(Problem to solve):
Copy out each line in the listing below where the word "function" appears.

(Data supplied):
--------

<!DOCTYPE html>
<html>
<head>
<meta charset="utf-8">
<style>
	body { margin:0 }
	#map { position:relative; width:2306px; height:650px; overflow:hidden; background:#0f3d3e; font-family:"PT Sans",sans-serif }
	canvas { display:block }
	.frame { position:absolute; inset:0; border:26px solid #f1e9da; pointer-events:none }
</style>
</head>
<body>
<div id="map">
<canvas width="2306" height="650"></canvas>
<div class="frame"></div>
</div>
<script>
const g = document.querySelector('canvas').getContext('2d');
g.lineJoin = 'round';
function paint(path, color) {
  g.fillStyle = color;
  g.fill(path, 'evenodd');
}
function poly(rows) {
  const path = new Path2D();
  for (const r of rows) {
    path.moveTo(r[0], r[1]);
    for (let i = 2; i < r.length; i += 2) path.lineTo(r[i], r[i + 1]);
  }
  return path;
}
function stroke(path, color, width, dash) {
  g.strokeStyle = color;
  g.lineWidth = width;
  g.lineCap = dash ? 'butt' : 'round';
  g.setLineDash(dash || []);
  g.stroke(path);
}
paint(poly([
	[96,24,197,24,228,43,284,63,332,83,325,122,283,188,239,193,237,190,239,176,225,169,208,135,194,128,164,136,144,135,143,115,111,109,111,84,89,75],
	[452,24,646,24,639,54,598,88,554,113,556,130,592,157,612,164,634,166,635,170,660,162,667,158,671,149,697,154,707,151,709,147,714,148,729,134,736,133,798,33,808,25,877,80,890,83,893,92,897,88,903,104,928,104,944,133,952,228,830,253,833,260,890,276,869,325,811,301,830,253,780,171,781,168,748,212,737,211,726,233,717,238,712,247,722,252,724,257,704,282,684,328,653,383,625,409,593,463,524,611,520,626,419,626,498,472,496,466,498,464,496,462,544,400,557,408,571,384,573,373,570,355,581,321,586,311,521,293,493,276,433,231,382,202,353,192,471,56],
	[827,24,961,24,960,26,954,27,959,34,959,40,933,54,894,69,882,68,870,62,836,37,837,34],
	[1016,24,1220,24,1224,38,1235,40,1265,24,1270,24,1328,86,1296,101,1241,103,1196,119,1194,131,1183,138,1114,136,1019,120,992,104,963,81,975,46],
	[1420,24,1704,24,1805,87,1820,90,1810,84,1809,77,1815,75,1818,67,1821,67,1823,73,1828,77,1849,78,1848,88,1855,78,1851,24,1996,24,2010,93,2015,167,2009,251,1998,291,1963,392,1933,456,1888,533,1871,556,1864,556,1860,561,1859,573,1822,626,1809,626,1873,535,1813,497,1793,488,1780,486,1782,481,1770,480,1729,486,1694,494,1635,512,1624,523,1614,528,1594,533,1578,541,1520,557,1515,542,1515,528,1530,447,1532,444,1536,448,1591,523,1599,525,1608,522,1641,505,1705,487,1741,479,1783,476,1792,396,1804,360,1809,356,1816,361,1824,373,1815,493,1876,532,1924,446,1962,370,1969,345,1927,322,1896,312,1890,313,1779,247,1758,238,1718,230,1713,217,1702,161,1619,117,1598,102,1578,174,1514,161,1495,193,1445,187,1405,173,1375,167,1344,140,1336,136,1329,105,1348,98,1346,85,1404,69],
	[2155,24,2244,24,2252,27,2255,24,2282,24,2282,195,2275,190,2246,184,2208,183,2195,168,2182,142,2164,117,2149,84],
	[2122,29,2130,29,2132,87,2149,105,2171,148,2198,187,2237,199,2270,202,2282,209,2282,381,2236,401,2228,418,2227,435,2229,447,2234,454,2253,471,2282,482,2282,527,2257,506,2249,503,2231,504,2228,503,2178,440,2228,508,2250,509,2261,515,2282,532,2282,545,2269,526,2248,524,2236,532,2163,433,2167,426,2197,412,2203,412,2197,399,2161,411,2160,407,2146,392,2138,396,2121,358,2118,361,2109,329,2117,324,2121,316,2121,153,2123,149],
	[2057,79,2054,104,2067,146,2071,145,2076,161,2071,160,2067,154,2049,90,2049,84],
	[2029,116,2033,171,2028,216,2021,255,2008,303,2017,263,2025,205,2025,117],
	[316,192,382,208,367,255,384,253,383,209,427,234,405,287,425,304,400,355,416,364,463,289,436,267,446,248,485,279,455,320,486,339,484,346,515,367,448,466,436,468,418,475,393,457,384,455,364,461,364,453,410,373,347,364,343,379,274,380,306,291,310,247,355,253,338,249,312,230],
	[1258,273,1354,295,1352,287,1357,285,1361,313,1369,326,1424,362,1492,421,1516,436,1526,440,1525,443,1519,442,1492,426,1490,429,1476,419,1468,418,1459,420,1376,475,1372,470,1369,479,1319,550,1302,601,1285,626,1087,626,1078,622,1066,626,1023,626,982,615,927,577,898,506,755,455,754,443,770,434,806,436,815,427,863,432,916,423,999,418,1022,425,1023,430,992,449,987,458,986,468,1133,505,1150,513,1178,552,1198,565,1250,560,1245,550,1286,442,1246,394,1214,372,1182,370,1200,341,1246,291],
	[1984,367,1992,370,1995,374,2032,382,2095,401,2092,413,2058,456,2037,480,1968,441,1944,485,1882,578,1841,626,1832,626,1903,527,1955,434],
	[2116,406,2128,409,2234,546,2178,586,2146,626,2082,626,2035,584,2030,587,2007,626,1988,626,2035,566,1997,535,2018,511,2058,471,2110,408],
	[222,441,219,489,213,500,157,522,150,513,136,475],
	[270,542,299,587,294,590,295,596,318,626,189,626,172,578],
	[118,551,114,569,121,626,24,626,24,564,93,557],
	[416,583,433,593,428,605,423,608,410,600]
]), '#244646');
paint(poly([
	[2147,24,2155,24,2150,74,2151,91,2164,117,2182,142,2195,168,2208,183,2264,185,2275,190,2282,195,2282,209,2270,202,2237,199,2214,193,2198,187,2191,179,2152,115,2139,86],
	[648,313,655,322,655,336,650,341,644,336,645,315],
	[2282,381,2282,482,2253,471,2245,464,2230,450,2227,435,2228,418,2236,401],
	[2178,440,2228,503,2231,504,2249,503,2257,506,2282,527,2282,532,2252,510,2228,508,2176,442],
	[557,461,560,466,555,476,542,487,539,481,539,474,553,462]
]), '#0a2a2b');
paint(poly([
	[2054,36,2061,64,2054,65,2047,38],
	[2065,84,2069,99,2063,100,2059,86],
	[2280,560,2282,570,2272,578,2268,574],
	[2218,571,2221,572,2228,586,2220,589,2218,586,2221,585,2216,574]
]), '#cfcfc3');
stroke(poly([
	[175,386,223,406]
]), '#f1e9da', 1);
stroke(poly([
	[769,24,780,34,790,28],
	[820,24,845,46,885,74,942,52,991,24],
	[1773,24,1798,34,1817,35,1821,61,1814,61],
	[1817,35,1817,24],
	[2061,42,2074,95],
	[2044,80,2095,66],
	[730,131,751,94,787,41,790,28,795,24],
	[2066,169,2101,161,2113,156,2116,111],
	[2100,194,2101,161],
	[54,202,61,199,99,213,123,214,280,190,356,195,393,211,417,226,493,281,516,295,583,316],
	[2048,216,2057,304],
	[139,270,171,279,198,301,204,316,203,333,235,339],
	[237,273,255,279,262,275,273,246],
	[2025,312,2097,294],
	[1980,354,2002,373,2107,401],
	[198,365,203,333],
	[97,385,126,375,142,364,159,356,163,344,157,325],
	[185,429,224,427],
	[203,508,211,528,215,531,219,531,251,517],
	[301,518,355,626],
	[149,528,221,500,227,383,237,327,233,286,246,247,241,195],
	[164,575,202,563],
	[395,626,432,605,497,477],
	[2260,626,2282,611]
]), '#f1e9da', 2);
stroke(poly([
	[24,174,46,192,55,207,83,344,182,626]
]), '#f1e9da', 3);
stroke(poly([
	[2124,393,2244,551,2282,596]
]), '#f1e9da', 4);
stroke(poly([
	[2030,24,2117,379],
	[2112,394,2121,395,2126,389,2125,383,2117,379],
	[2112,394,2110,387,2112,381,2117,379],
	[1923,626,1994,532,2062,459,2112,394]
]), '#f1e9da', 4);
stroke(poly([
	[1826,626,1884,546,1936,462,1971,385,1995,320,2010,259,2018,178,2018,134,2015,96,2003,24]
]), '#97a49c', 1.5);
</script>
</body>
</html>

--------

(Solution to the exercise):
function paint(path, color) {
function poly(rows) {
function stroke(path, color, width, dash) {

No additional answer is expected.